Hilmer’s speech was part of the same forum where Business Council of Australia chief executive Jennifer Westacott said yesterday the review shouldn’t attack big business, including Coles and Woolworths.
To adequately evaluate competition policy, Hilmer says more time is needed, as well as broader terms of reference.
Hilmer also says the review should lead to better policies on job creation and new business.
“This requires examining policies that create disincentives and barriers to entry, including licensing and registration, financing and employment restrictions and industrial relations as well as tax incentives,” he says, as quoted by The Australian Financial Review.
Hilmer says the review shouldn’t act to serve a single interest group, whether it was an “industry seeking to use the competition framework to implicitly support the industry, small business or social service areas”.

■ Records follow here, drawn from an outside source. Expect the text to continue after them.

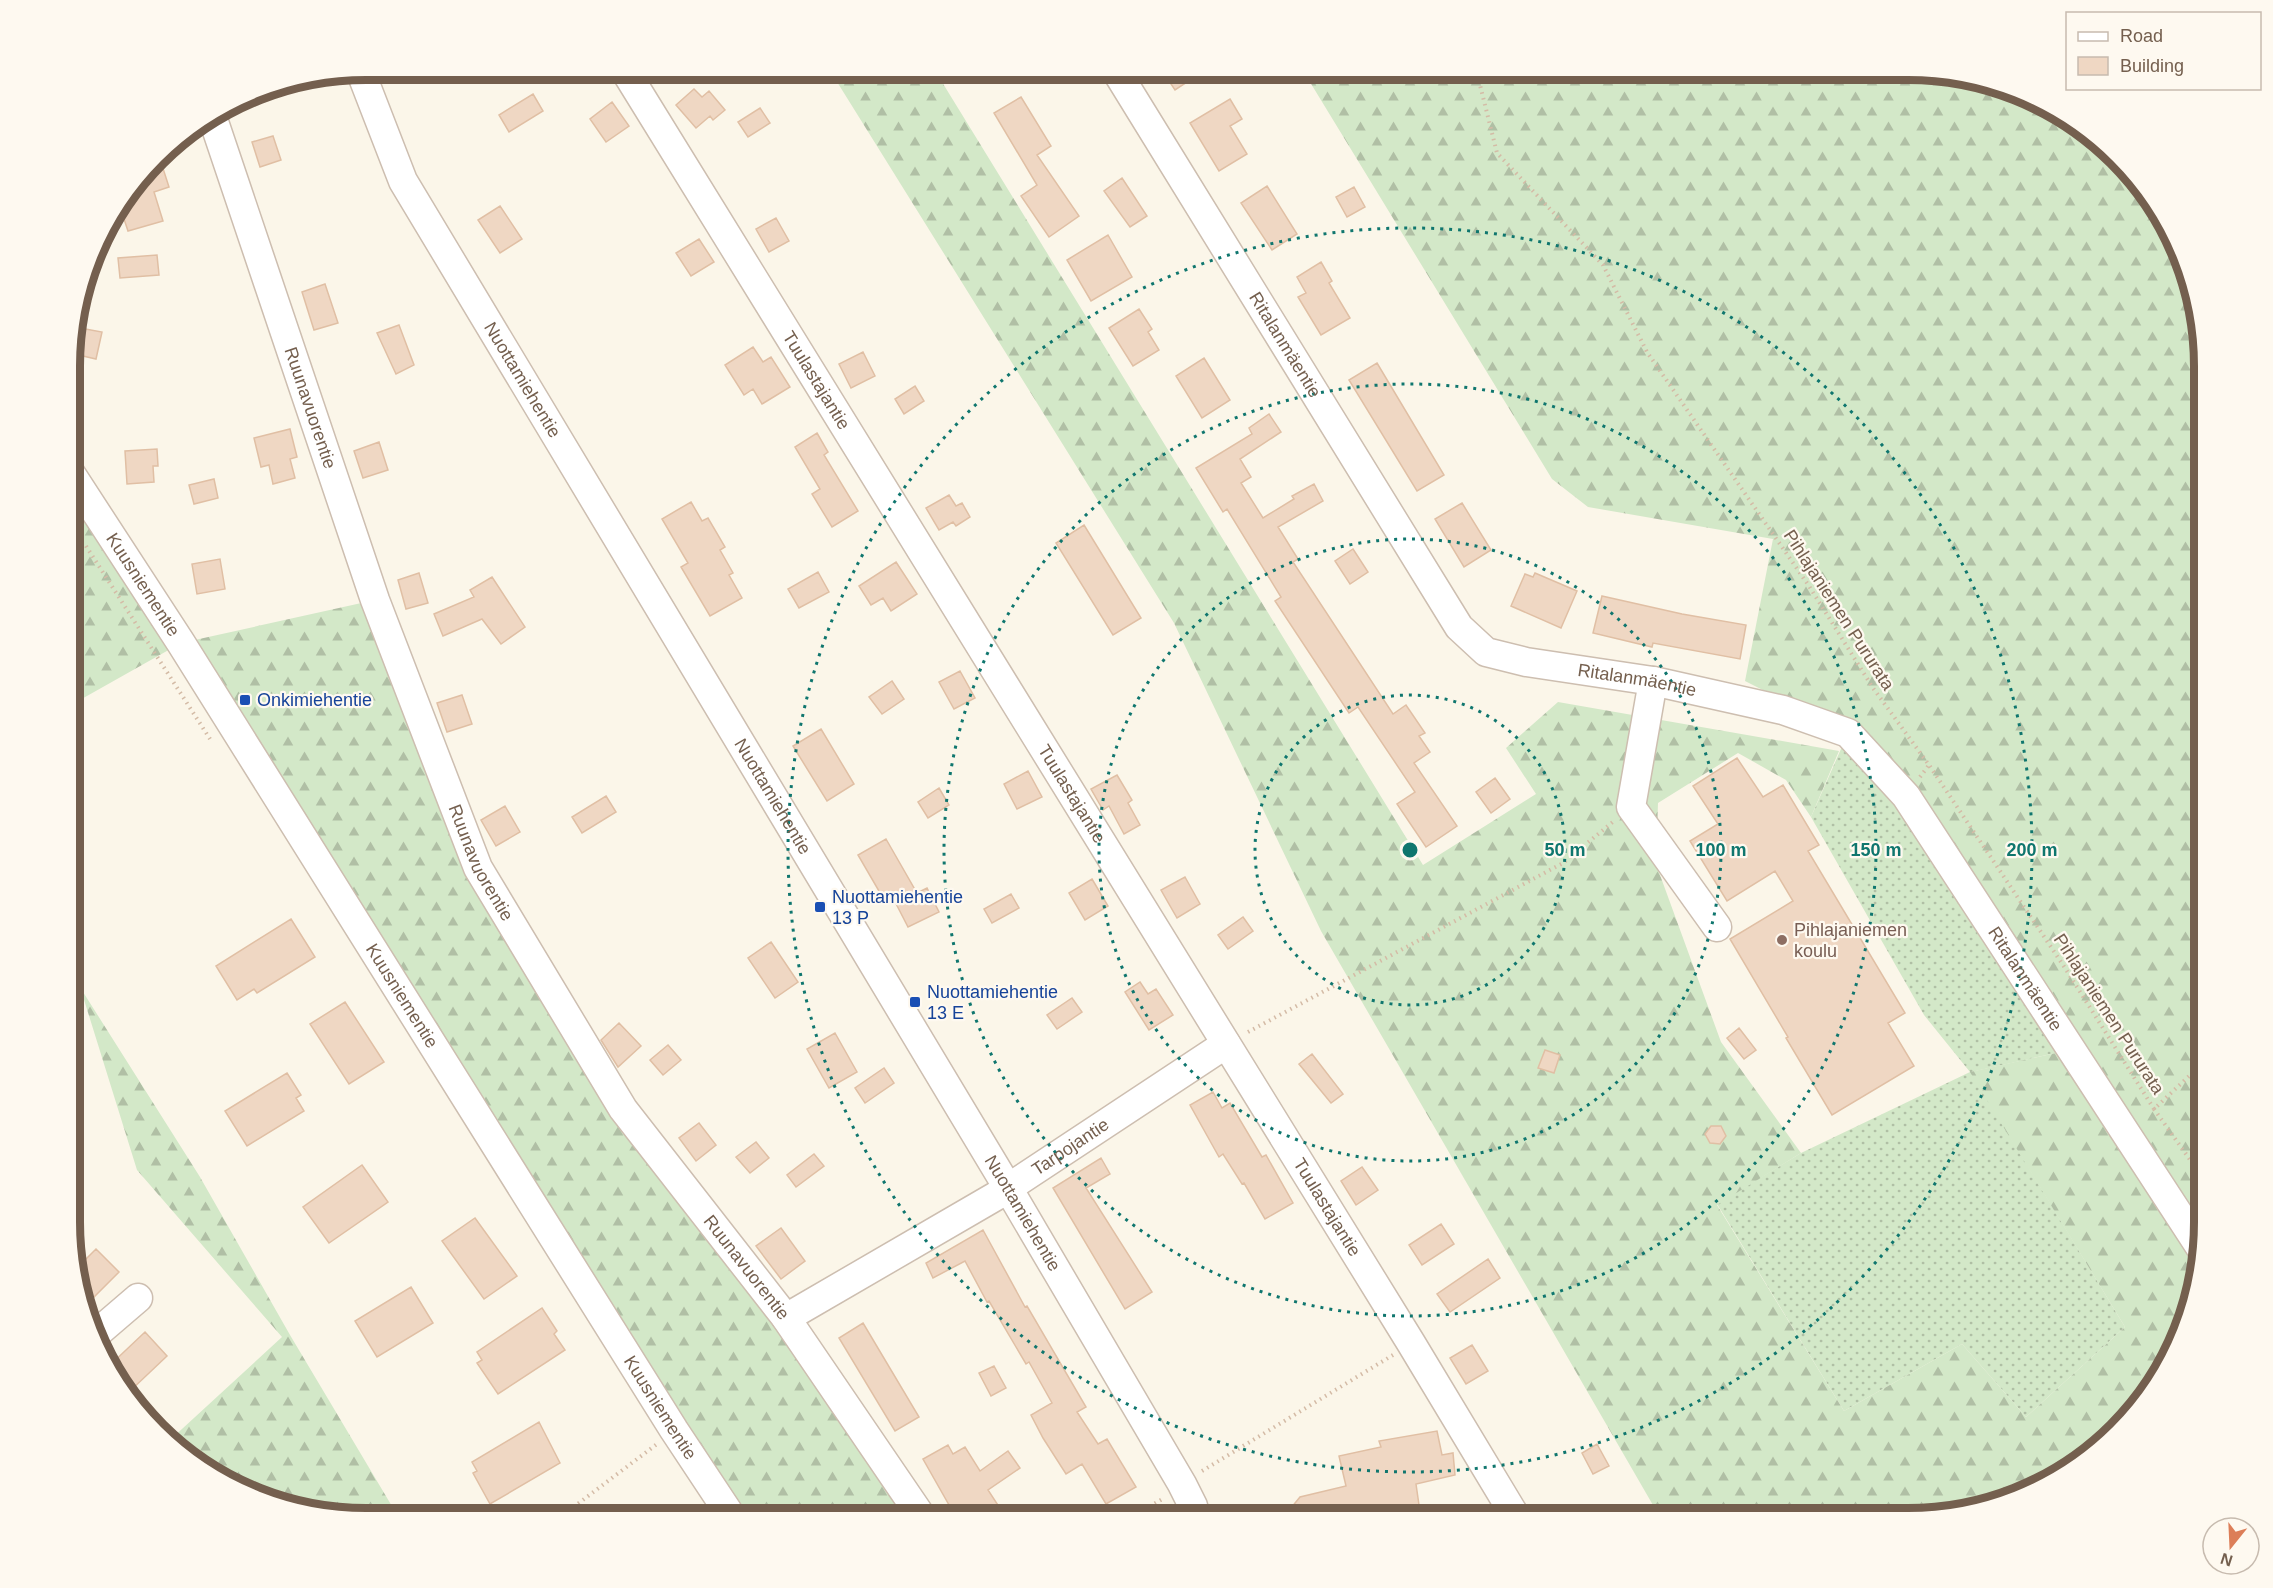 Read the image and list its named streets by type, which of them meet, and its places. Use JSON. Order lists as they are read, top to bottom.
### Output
{
  "streets": {
    "street": [
      "Ritalanmäentie",
      "Nuottamiehentie",
      "Tuulastajantie",
      "Ruunavuorentie",
      "Kuusniementie",
      "Tarpojantie"
    ],
    "path": ["Pihlajaniemen Pururata"]
  },
  "crossings": [
    ["Nuottamiehentie", "Tarpojantie"],
    ["Tuulastajantie", "Tarpojantie"],
    ["Ruunavuorentie", "Tarpojantie"]
  ],
  "places": {
    "transit": ["Onkimiehentie", "Nuottamiehentie 13 P", "Nuottamiehentie 13 E"],
    "other": ["Pihlajaniemen koulu"]
  },
  "legend": ["Road", "Building"],
  "north": "bottom",
  "rings": [
    "50 m",
    "100 m",
    "150 m",
    "200 m"
  ]
}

Hilmer, who is now the vice-chancellor of the University of NSW, has also called for the review to look into how competition policy impacts the health and education sectors, two areas which had not been part of the 1993 review.
The executive director of the Council of Small Business of Australia, Peter Strong, also spoke at the forum and says Hilmer’s comments in regards to small business were “old-fashioned”.
“It’s from last century. He’s very respected, as he should be, but the world has moved on in a major way. Innovation and productivity is now driven by small business,” he says.
“Productivity is currently under threat from competition policy. When there are lots of businesses, then there are lots of companies small business can supply to and this helps to boost innovation, driving new product development and processes.”
When the market is a monopoly or duopoly, these companies are able to dictate what the smaller businesses do, Strong says.
“Big businesses take advantage of the innovation of others, as they should, but when there are only a few companies they decide the product, the colour, when it turns up and its price. You don’t have a lot of options,” he says.
“Small business must permeate the root and branch review. Big business is always well represented and what we’re seeing is small business finally getting the representation we need.”
But Strong emphasises it’s not a war between big and small business.
“Big businesses have money, lobbyists and plenty of time, so they will be represented. We believe they must be represented because we have to work well together,” he says.
“We often have discussions with the BCA and we have been working with the banks.”